During his time at the helm of Random House - now part of Penguin Random House - Bernstein published US authors such as Toni Morrison, Dr Seuss and Gore Vidal, Soviet dissidents Andrei Sakharov and Yelena Bonner, and Czech dissenter Vaclav Havel.
The business became one of the largest general interest book publishers during his tenure from 1966 to 1990, according to the Times, with revenues growing from $40 million to $850 million annually.
In 2009, Bernstein - who is Jewish - turned against Human Rights Watch, accusing the organization he helped found in 1978 of being biased against Israel.
He said the group had condemned "far more" human rights abuses in Israel than in other countries in the Middle East ruled by "authoritarian regimes with appalling human rights records."
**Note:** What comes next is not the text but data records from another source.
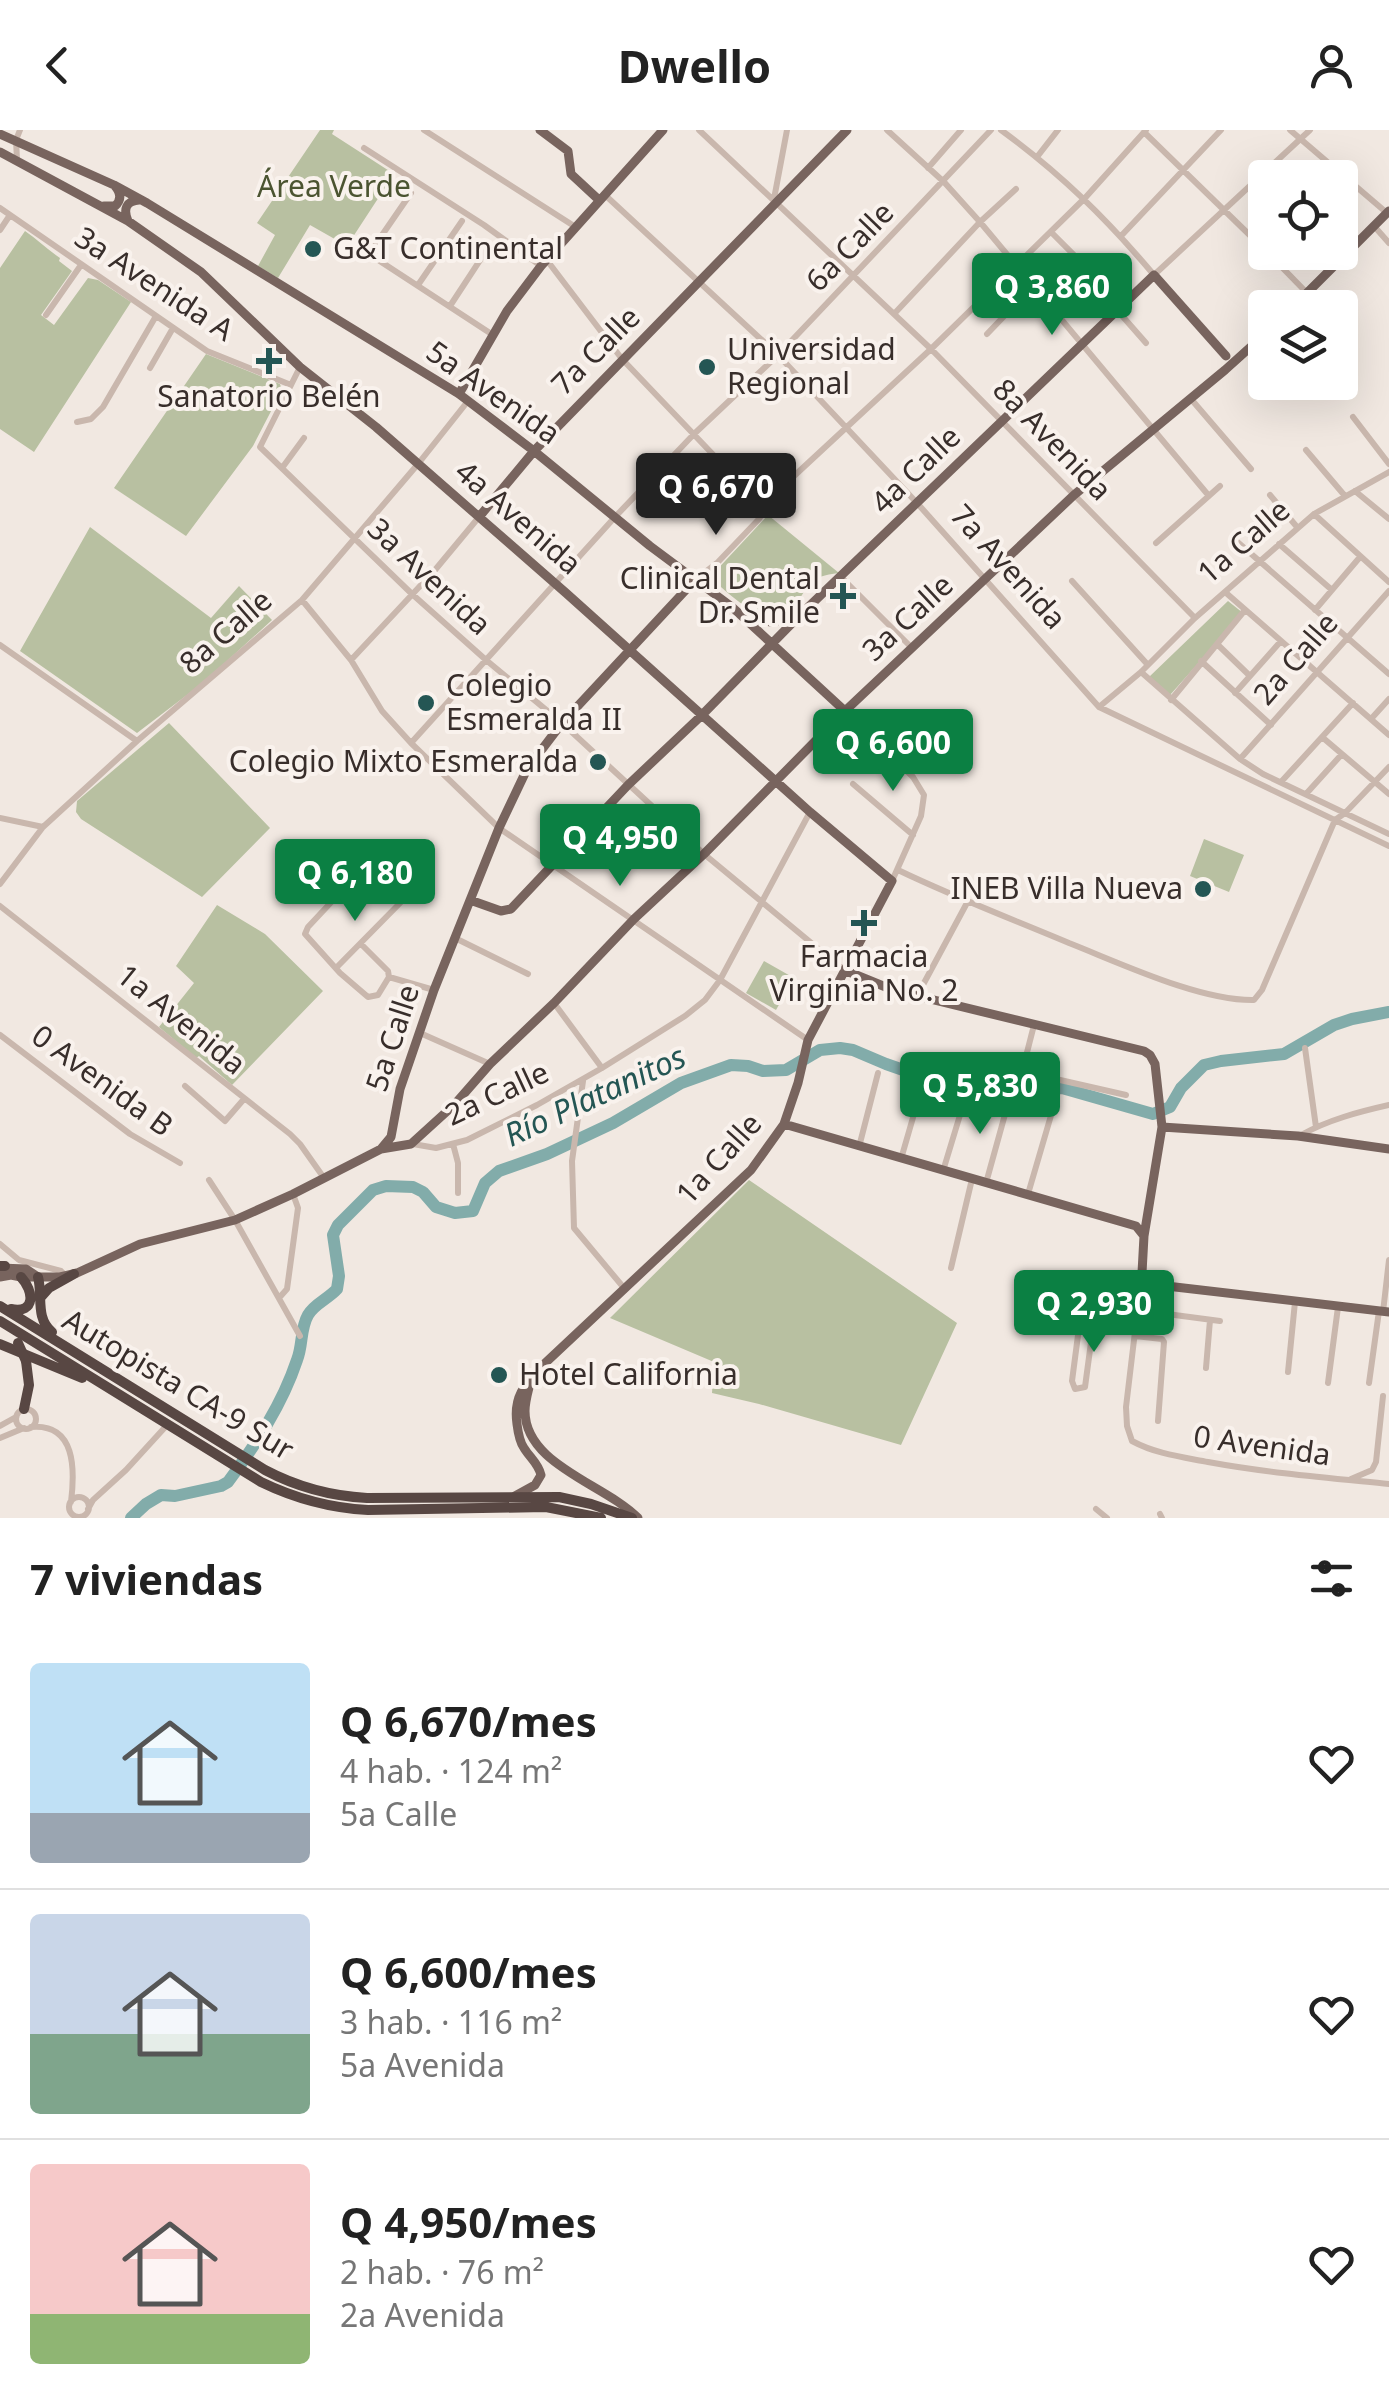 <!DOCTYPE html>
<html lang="es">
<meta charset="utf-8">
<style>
body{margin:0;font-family:"Noto Sans",sans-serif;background:#f6f6f6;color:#222;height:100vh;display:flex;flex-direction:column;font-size:38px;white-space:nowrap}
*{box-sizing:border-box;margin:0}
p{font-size:32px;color:#767676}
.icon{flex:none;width:55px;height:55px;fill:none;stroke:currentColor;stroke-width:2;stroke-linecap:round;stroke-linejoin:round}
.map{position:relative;height:1388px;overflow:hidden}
.drawer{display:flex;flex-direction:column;background:#fff;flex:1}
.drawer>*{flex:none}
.fabs{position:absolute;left:1248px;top:30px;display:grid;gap:20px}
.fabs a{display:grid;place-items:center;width:110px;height:110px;border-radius:10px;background:#fff;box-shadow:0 10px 40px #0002;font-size:50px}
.price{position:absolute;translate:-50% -85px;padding:0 22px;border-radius:10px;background:#0b8043;color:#fff;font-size:32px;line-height:65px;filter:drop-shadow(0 2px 5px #0008)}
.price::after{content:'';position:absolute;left:50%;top:60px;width:30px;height:22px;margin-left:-15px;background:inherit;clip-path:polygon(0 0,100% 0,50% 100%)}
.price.selected{background:#222;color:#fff}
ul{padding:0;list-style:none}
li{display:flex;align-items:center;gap:30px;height:250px;padding:0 30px}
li+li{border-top:2px solid #e0e0e0}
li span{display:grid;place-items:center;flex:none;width:280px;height:200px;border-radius:10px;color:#555}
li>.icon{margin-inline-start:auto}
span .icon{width:120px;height:120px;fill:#fffc;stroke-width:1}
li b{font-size:42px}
h2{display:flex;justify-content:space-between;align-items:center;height:120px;padding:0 30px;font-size:42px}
header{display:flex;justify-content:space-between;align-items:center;height:130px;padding:0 30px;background:#fff;font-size:45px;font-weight:700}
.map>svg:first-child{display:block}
</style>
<header><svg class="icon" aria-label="back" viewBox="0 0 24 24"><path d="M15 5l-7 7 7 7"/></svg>Dwello<svg class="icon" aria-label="person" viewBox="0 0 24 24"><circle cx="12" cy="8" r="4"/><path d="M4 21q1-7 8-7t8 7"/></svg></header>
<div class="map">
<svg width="1389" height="1388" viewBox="0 0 1389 1388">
<rect width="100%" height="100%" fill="#f1e8e1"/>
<path fill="#b8c0a1" d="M320,0H334L332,4L394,44L347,116L310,95L278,148L258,136L275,105L257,93Z
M25,101C38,110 48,120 60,128L59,131L72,141L41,185L54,195L88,148L98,150L131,172L34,322L0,299V138Z
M206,224L280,254L282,260L253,316L186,406L114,358Z
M676,329L704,357L701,361L708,368L713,364L720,371L710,383L695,368L687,376L682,371L679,373L655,352Z
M768,385L839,443C808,447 812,452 796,474C773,507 734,468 714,451L712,445Z
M90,397L211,488L239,456L272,490L204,552L137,603L20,521Z
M1228,471L1243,483L1170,565L1149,547Z
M169,593L270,698L202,767L81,689L76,682L77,671Z
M1204,709L1244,725L1229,762L1190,746Z
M217,775L265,804L323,861L232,955L199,926L196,928L159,897L194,853L176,836Z
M764,831L794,848L776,880L746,863Z
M749,1050L957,1193L901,1315L759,1274L712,1263L714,1232L610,1188Z"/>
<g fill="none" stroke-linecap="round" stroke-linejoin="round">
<path stroke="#82acaa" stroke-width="12" d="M131,1388L146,1374L161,1365L175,1366L221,1356L228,1352C256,1314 282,1275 297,1230C303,1215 300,1199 308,1185C314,1174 328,1169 337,1159L339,1146L333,1105L338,1095L373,1060L386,1056L413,1057L423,1062L436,1077L455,1083L473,1081L485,1053L499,1041L547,1024L613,993L681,953L731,935L748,936L763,941L786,940L820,920L840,918L853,920L886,934L952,957L984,960L1062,958L1153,984L1170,977L1181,958L1204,935L1221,931L1284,924L1334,895L1352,889L1389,882"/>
<path stroke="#c9b7ad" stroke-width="6" d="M424,0L574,96
M699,0L931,219L1195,488
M887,0L944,52L980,92L1209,366
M1001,0C1061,44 1106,88 1154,145L1310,0
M1290,0L1387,83
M1144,2L1265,120
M364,18L484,95L541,136
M1037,27L1058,0
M17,30L16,10L20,0
M928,38L961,0
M411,63L369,124L493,205
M605,65L778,225L917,373L1099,577L1389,716
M774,69L787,0
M0,78L207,221L291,255
M1374,96L1389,113
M0,100L10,85
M1051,102L1080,131
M1121,106L1221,0
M1267,122L1307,163
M546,129L622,229L762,376
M418,155L462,91
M450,176L488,118
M1117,180L1146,213
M894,184L980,92L1016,59
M46,185L81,135
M987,204L1034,155
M300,237L260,317L412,464L486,530L562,593L704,724L844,840
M150,238L173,198
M1191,269L1251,339
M1353,287L1389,334
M77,292L91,289L103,277L156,186
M1306,320L1345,366
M282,338L304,308
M1355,361L1389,389
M1270,365L1297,397
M1314,384L1389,452
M1234,409L1389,544
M1156,413L1220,356
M1279,414L1332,460
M840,446L912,518
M695,450L718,432L759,389L762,384V376L766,372L931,219L1085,68L1146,0
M1072,451L1148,535
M1225,462L1389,605
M302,470L351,530L382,581L411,613L499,698L808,910
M1315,480L1360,427
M1217,514L1250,546
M0,515L137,611
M351,530L435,440L479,387
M1201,531L1271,595
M1141,542L1240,629L1263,644L1389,704
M1235,563L1281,511
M1171,570L1245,480
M1099,577L1141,542L1195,488L1314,384L1389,342
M845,581L913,647L924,665L921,686L892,751
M1371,589L1389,569
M1322,607L1389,664
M411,613L615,387L694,304L778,225L991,0
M1240,629L1389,461
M1281,652L1353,573
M853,654L913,705
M1306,664L1342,624
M0,688L43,697
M898,740C954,767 1012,789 1069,813C1120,833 1200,871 1254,870L1262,860L1335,690L1345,683L1389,637
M0,754L43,697L137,611L302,470L418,334L468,271
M0,776L290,1004L300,1014L324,1048
M455,808L528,844
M361,814L388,841L389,847L434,860
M336,838L403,770L393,725L385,719L380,720L308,797L305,804L340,843L368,867L378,865L389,847
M917,866L968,771
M554,873L602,938
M1034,895L1023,938L1025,942L1126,965
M420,903L490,934
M0,905L130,1004L180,1033
M1305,918L1316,997
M583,951L572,1031L574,1098L624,1158
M185,956L225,991L244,969
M1301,1005C1328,990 1358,982 1389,975
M413,1014L436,1018L467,1010L537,975L602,938L685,886L705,870L720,850L810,682
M453,1014L458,1033V1063
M859,1017L878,943
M901,1029L923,953
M943,1041L967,962
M209,1050L235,1090L300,1206
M986,1053L1009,970
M1028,1064L1057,965
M0,1114L19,1130L61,1141L66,1146
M951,1138L972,1049
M1142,1143L1126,1277L1127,1296L1132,1311C1156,1324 1182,1327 1208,1332C1268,1343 1329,1348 1389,1354
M1071,1161L1138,1168
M279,1168L287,1159L298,1078L293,1064
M1137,1180L1220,1191
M1383,1182L1389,1130
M1094,1190L1085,1257L1075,1259L1072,1251L1080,1190C1098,1188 1117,1192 1135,1193
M1135,1206L1162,1209L1164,1212L1158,1291
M1206,1238L1210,1190
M1288,1242L1295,1172
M1328,1253L1338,1177
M1369,1253L1379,1181
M16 1289a10 10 0 1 1 20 0a10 10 0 1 1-20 0Z
M0,1296L16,1287
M31,1297C76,1293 75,1340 71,1372
M0,1308L24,1298
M1351,1349L1372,1340L1376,1332L1383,1266
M69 1377a10 10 0 1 1 20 0a10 10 0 1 1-20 0Z
M88,1379L93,1370L126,1340L168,1294
M1096,1379L1107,1388
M1160,1384L1162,1388"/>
<path stroke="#78645e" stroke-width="9" d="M540,0L568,21L571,44L599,70
M0,4L114,55L147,73L459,264L534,321L650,416L732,477L845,581
M0,22L128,91L201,142L300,237L376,297L566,463L810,682L892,751L808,910L798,953L784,994L751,1040L542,1236C524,1255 513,1267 517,1294C518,1302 519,1311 524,1318C530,1328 538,1333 541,1345L535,1355L515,1366
M104,76H115C122,70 121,63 115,56
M128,91C123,79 126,71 139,70
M1292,178L1389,81
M459,264L507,181L541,136L663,0
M479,387L534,321L847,0
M743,487L771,492L796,487
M470,770L501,781L511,779L628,655L701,586L799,486L1154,145L1226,226
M844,840L893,860L1144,921L1150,925L1155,934L1162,997L1144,1106
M784,994L1136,1096L1144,1106L1142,1143L1150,1152L1158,1155L1389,1182
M1162,997L1298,1006L1389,1019
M381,1019L391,1007L400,959L434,860L499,698L527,639L562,593L695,450
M0,1138L26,1139L38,1147
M0,1147L11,1145L21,1147H60L77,1143L140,1114L235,1090L293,1064L381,1019L411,1014L455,974L490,934L554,873L634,789L704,724L845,581L1074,365L1225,240L1265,204
M531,1249C529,1259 525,1270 525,1281C525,1335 605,1354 638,1388"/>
<path stroke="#584743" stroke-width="10" d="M0,1136H5
M38,1147C43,1166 35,1188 52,1202
M41,1167L49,1158L74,1144
M0,1176L265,1340C297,1357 331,1366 367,1368L559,1367L591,1374L632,1388
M11,1179C36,1184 34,1161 21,1147
M0,1191L261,1352C296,1369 329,1378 368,1380L546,1377L601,1388
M0,1214L82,1248
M24,1279L29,1255L26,1231"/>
<path stroke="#584743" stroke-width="10" d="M18,1213L26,1231"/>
</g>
<g fill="#245654" stroke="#f9f2ed" stroke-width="4">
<circle cx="313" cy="119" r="10"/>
<path d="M264 216h10v10h10v10h-10v10h-10v-10h-10v-10h10z"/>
<circle cx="707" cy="237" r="10"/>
<path d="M838 451h10v10h10v10h-10v10h-10v-10h-10v-10h10z"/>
<circle cx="426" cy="573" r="10"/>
<circle cx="598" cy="632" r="10"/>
<circle cx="1203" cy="759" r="10"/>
<path d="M859 778h10v10h10v10h-10v10h-10v-10h-10v-10h10z"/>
<circle cx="499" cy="1245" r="10"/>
</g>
<g text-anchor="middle" stroke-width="8" stroke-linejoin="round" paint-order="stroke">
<g font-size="30" fill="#4b5431" stroke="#f9f2ed">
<text x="334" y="67">Área Verde</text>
</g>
<g font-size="30" fill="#382e2b" stroke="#f9f2ed">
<text transform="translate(850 117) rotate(-46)" y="10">6a Calle</text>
<text transform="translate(154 154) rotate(33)" y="10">3a Avenida A</text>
<text transform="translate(596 221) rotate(-45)" y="10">7a Calle</text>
<text transform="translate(493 263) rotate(35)" y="10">5a Avenida</text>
<text transform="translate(1052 310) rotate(46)" y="10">8a Avenida</text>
<text transform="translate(916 340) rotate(-44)" y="10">4a Calle</text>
<text transform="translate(518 388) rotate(41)" y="10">4a Avenida</text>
<text transform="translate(1244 412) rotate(-41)" y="10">1a Calle</text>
<text transform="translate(1008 437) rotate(48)" y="10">7a Avenida</text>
<text transform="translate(429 447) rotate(43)" y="10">3a Avenida</text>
<text transform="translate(908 488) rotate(-43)" y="10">3a Calle</text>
<text transform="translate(226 502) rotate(-41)" y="10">8a Calle</text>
<text transform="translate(1296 529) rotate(-49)" y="10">2a Calle</text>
<text transform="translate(181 890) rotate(39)" y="10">1a Avenida</text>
<text transform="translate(393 908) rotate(-72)" y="10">5a Calle</text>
<text transform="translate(102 951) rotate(36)" y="10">0 Avenida B</text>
<text transform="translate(497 964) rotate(-25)" y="10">2a Calle</text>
<text transform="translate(719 1029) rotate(-48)" y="10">1a Calle</text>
<text transform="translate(178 1255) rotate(31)" y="10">Autopista CA-9 Sur</text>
<text transform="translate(1262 1316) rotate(8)" y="10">0 Avenida</text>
</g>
<g font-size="30" fill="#382e2b" stroke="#f9f2ed" text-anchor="start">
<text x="333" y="129">G&amp;T Continental</text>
<text x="727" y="230">Universidad<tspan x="727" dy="34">Regional</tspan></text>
<text x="269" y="277" text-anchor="middle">Sanatorio Belén</text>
<text x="820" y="459" text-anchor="end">Clinical Dental<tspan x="820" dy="34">Dr. Smile</tspan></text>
<text x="446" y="566">Colegio<tspan x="446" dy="34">Esmeralda II</tspan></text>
<text x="578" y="642" text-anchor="end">Colegio Mixto Esmeralda</text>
<text x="1183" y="769" text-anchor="end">INEB Villa Nueva</text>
<text x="864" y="837" text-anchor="middle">Farmacia<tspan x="864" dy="34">Virginia No. 2</tspan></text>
<text x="519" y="1255">Hotel California</text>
</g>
<g font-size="32" font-style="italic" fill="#245654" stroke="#f9f2ed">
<text transform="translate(595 966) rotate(-25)" y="11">Río Platanitos</text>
</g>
</g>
</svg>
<div class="fabs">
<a><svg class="icon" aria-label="locate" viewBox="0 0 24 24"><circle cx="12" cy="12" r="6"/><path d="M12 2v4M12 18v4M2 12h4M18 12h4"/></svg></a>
<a><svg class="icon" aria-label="layers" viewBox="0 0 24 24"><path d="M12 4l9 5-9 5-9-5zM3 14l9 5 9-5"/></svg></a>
</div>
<b class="price" style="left:1052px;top:208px">Q 3,860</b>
<b class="price selected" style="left:716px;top:408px">Q 6,670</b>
<b class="price" style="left:893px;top:664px">Q 6,600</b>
<b class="price" style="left:620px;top:759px">Q 4,950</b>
<b class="price" style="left:355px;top:794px">Q 6,180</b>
<b class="price" style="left:980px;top:1007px">Q 5,830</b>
<b class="price" style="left:1094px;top:1225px">Q 2,930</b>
</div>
<section class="drawer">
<h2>7 viviendas<svg class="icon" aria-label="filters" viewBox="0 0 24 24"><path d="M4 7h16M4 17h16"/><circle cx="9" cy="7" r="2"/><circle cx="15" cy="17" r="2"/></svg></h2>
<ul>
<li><span style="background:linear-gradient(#bfe0f5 75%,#9aa5b1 0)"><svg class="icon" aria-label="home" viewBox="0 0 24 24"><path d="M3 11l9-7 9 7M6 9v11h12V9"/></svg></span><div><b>Q 6,670/mes</b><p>4 hab. · 124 m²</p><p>5a Calle</p></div><svg class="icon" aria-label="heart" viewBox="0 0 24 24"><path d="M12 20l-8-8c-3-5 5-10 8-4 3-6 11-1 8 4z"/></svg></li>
<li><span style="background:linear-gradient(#c9d6e8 60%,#7fa58c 0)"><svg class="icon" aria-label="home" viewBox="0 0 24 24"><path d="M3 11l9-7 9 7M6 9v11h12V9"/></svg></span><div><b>Q 6,600/mes</b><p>3 hab. · 116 m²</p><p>5a Avenida</p></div><svg class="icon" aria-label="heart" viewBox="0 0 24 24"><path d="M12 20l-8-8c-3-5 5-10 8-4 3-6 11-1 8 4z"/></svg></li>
<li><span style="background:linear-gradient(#f6c9c9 75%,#8fb573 0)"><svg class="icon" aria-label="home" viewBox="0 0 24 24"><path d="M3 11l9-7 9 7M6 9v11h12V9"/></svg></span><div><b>Q 4,950/mes</b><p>2 hab. · 76 m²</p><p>2a Avenida</p></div><svg class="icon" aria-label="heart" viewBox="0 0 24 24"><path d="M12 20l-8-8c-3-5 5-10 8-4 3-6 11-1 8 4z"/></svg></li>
</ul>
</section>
"When I stepped aside in 1998, Human Rights Watch was active in 70 countries, most of them closed societies," Bernstein wrote then in the Times. "Now the organization, with increasing frequency, casts aside its important distinction between open and closed societies."
Human Rights Watch rejected the claims.
"Robert Bernstein was a true man of principle," Washington Examiner magazine executive editor Seth Mandel wrote on Twitter.
"Founded Human Rights Watch and then went public two decades later against it when it had definitively strayed from its mission and become an anti-Israel tool of totalitarianism."
The Times said Bernstein is survived by his wife Helen and three sons - Peter, Tom and William - as well as his sister Barbara Rosenberg, 10 grandchildren and four great-grandchildren.
His memoir, "Speaking Freely: My Life in Publishing and Human Rights," written with Doug Merlino with a foreword by Morrison, was released in 2016.
Human rights fellowships bear his name at Yale and New York University. In 2011, at the age of 88, he founded a new group called Advancing Human Rights, which he chaired.